Internet: The fastest teacher?
Staying mentally and physically active is a standard prescription for helping a healthy brain survive the assaults of aging. Crossword puzzles, Sudoku, specialized software and bridge are all prized elements of the mental magic, even if the data on their true utility are a bit sketchy.
Is it time to scribble “Internet search” on the prescription pad? Maybe so, according to research reported this week to the Society for Neuroscience. Researchers from the University of California at Los Angeles rounded up 24 volunteers, aged 55 to 78, and sorted out search users from non-users, who were rather hard to find, we are told.
Both groups endured two functional magnetic resonance (MR) scans, which detect blood flow through various parts of the brain, a good indicator of which areas were being used at the moment. Computer equipment cannot survive the intense magnetism inside an MR machine, so the volunteers performed a simulated Internet search during the scans.
At the first scan, the “savvies” had more activity in brain regions associated with language, reading, memory and visual ability. Two weeks later, after both groups performed seven one-hour Internet searches, that difference was pretty well gone, says Gary Small, a professor of psychiatry at UCLA’s Semel Institute for Neuroscience and Human Behavior, who lead the study.
Enormous changes in the mental machine?
Small says he is not shocked to see such a fast change in the brain. “Your brain is quite an amazing organ. The brain is sensitive to whatever we expose it to from moment to moment; it’s quite reactive.”
The study, Small explains, “Shows that you can train the brain relatively quickly. An everyday activity, like searching the web, seems to activate areas involved in memory and complex reasoning.”

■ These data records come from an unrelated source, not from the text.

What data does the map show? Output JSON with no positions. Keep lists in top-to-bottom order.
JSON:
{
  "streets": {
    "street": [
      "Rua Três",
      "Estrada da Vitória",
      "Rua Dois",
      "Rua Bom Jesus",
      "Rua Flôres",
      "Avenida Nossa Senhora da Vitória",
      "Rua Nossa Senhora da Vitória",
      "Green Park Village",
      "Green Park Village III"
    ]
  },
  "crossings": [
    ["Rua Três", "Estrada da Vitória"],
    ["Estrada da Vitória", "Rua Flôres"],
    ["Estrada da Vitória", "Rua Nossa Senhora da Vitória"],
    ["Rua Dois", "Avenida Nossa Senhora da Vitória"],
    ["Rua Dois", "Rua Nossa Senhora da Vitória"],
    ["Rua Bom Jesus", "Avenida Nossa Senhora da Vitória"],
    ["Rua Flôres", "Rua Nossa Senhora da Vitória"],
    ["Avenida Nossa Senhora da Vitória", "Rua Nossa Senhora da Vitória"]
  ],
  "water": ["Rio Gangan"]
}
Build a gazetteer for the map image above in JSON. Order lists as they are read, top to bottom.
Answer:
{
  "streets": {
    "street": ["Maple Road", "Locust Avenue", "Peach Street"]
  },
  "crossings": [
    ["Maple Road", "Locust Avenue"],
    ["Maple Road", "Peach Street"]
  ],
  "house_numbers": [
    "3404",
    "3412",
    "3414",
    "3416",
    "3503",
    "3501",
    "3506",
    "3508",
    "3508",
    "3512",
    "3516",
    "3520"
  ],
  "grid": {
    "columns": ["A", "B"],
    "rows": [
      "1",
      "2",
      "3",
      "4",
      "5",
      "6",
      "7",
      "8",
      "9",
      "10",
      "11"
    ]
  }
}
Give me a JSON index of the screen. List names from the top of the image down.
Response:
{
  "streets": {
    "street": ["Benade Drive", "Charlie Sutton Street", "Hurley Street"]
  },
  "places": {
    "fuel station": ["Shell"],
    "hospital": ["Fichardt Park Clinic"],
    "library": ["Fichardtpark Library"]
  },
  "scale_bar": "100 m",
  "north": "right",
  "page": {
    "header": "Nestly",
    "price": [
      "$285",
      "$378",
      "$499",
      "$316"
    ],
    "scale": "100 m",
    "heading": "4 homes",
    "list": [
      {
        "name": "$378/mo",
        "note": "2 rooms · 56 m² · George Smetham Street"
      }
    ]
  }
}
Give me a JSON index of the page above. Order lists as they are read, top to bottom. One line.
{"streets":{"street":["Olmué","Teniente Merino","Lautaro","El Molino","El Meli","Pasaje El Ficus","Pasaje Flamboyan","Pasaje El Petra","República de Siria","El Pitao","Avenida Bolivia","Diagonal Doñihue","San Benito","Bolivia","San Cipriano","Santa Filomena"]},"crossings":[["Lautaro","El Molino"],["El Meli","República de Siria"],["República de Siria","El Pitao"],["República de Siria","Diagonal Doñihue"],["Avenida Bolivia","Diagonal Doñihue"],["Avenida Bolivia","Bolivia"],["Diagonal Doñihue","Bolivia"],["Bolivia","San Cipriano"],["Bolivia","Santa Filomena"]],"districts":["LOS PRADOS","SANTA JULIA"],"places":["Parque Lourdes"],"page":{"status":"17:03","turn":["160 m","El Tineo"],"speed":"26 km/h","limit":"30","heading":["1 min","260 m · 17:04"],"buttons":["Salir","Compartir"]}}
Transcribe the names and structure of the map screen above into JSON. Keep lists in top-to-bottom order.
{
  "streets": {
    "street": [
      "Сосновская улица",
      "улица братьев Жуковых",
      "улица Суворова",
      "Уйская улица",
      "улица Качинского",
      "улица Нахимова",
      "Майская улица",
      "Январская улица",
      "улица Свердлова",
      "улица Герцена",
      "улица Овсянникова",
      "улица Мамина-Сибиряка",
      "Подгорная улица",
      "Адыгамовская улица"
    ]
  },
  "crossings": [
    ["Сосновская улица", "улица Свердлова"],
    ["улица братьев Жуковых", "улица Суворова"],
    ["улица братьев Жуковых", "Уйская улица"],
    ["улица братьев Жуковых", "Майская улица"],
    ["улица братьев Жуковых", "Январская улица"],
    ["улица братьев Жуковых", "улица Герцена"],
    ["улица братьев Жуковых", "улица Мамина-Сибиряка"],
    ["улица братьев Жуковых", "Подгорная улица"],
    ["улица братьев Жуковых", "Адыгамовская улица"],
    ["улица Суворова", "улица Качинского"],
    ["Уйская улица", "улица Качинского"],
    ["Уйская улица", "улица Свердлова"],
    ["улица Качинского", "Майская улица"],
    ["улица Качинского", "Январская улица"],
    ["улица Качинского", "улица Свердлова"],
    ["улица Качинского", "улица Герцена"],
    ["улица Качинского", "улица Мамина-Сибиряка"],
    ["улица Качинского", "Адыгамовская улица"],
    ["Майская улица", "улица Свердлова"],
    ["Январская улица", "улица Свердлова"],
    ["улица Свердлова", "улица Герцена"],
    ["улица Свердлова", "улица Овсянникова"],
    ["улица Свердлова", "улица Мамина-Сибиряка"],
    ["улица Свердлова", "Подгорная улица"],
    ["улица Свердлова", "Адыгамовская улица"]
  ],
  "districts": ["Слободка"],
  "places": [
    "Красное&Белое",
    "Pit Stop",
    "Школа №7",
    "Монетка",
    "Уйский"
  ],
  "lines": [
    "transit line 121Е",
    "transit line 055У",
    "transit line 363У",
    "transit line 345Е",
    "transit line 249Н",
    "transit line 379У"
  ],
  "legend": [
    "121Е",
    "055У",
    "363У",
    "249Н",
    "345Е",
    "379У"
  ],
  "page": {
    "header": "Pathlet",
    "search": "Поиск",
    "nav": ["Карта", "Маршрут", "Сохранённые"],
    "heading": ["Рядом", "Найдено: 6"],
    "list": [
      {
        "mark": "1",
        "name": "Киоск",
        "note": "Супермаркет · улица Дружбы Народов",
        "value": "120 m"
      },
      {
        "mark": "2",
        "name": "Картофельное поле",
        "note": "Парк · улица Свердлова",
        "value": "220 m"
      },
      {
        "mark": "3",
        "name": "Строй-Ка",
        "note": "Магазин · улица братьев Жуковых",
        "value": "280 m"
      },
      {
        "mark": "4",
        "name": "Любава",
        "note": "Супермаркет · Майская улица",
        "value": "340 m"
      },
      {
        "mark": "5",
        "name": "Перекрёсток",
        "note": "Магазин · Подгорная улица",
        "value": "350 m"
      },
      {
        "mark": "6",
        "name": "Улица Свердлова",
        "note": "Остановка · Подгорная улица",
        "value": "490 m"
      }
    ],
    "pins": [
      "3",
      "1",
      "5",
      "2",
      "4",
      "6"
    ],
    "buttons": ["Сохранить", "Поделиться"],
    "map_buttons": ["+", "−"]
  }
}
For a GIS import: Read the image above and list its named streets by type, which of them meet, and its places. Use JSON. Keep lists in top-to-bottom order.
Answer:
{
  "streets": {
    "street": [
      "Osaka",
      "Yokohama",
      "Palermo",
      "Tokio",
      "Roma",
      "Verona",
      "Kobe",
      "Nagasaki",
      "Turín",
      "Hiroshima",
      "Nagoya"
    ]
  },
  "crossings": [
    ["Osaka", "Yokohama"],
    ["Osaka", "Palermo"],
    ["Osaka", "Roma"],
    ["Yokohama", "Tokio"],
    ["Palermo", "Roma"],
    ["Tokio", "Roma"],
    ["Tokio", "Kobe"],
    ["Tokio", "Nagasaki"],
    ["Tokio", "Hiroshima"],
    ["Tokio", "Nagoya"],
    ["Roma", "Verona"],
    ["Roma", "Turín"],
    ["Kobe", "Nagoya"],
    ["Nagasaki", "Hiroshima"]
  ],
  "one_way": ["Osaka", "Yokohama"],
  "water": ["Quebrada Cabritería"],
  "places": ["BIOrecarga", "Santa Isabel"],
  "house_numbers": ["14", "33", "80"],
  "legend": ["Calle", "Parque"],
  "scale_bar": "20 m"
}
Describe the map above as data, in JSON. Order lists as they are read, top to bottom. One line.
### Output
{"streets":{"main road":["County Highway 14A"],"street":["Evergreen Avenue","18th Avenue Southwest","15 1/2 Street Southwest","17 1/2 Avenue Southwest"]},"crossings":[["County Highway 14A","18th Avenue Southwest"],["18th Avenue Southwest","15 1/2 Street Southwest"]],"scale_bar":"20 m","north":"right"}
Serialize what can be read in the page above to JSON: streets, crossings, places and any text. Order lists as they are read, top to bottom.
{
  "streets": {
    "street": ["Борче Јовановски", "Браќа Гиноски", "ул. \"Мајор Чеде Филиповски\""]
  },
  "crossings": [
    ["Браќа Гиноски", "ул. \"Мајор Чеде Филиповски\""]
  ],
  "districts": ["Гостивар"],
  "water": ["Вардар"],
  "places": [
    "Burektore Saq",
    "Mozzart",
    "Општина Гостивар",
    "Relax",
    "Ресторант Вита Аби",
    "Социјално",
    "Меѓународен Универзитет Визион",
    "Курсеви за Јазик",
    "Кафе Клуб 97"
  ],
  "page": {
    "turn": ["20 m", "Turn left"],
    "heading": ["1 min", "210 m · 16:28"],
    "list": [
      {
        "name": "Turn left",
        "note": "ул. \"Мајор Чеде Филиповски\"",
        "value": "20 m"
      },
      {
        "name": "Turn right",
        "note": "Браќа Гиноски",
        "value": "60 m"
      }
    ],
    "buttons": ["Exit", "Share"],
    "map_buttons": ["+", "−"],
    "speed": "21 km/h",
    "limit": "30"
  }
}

According to Teena Moody, the study’s first author and a senior research associate at the Semel Institute, “The results suggest that searching online may be a simple form of brain exercise that might be employed to enhance cognition in older adults.”
However, the study does not prove that Internet searching has real-world benefits, Small admits. “This is suggestive evidence that this exposure can do that in the short term, but whether that has any carryover to these aspects in daily life, I don’t know.”
Unfortunately, tests traditionally used to assess working memory and other faculties did not show any difference, says Small, co-author of iBrain: Surviving the Technological Alteration of the Modern Mind. That, however, was something he expected, he says. “This is a small sample, and even in larger studies, the results of brain scans change, but the paper-and-pencil tests do not.”
Still, the location of the changes was suggestive. “It looks like this is telling us something real. These are not changes in random areas; these are areas that we know are used in cognitive activities.”
Hop aboard the brain train!
Brain training is a burgeoning business, but the results to date are somewhat limited, Small says. “We find you get better at the specific activity you are training. If it’s verbal reasoning, that’s what improves. If it’s rote memory, then rote memory improves. The ability to transfer that to everyday memory challenges is a little trickier.”
Could improving your brain be as simple as searching out a fusion Asian restaurant or a nature preserve on the web? Perhaps, but it’s also possible that all this net-work could be harmful…
As people ranging from toddlers to the elders spend more time with screens and keyboards, Small says it’s important to know how this will affect our brains. “We want to do this with larger samples. It’s important. Technology is only continuing to penetrate our everyday lives, and we want know the upside and the downside.”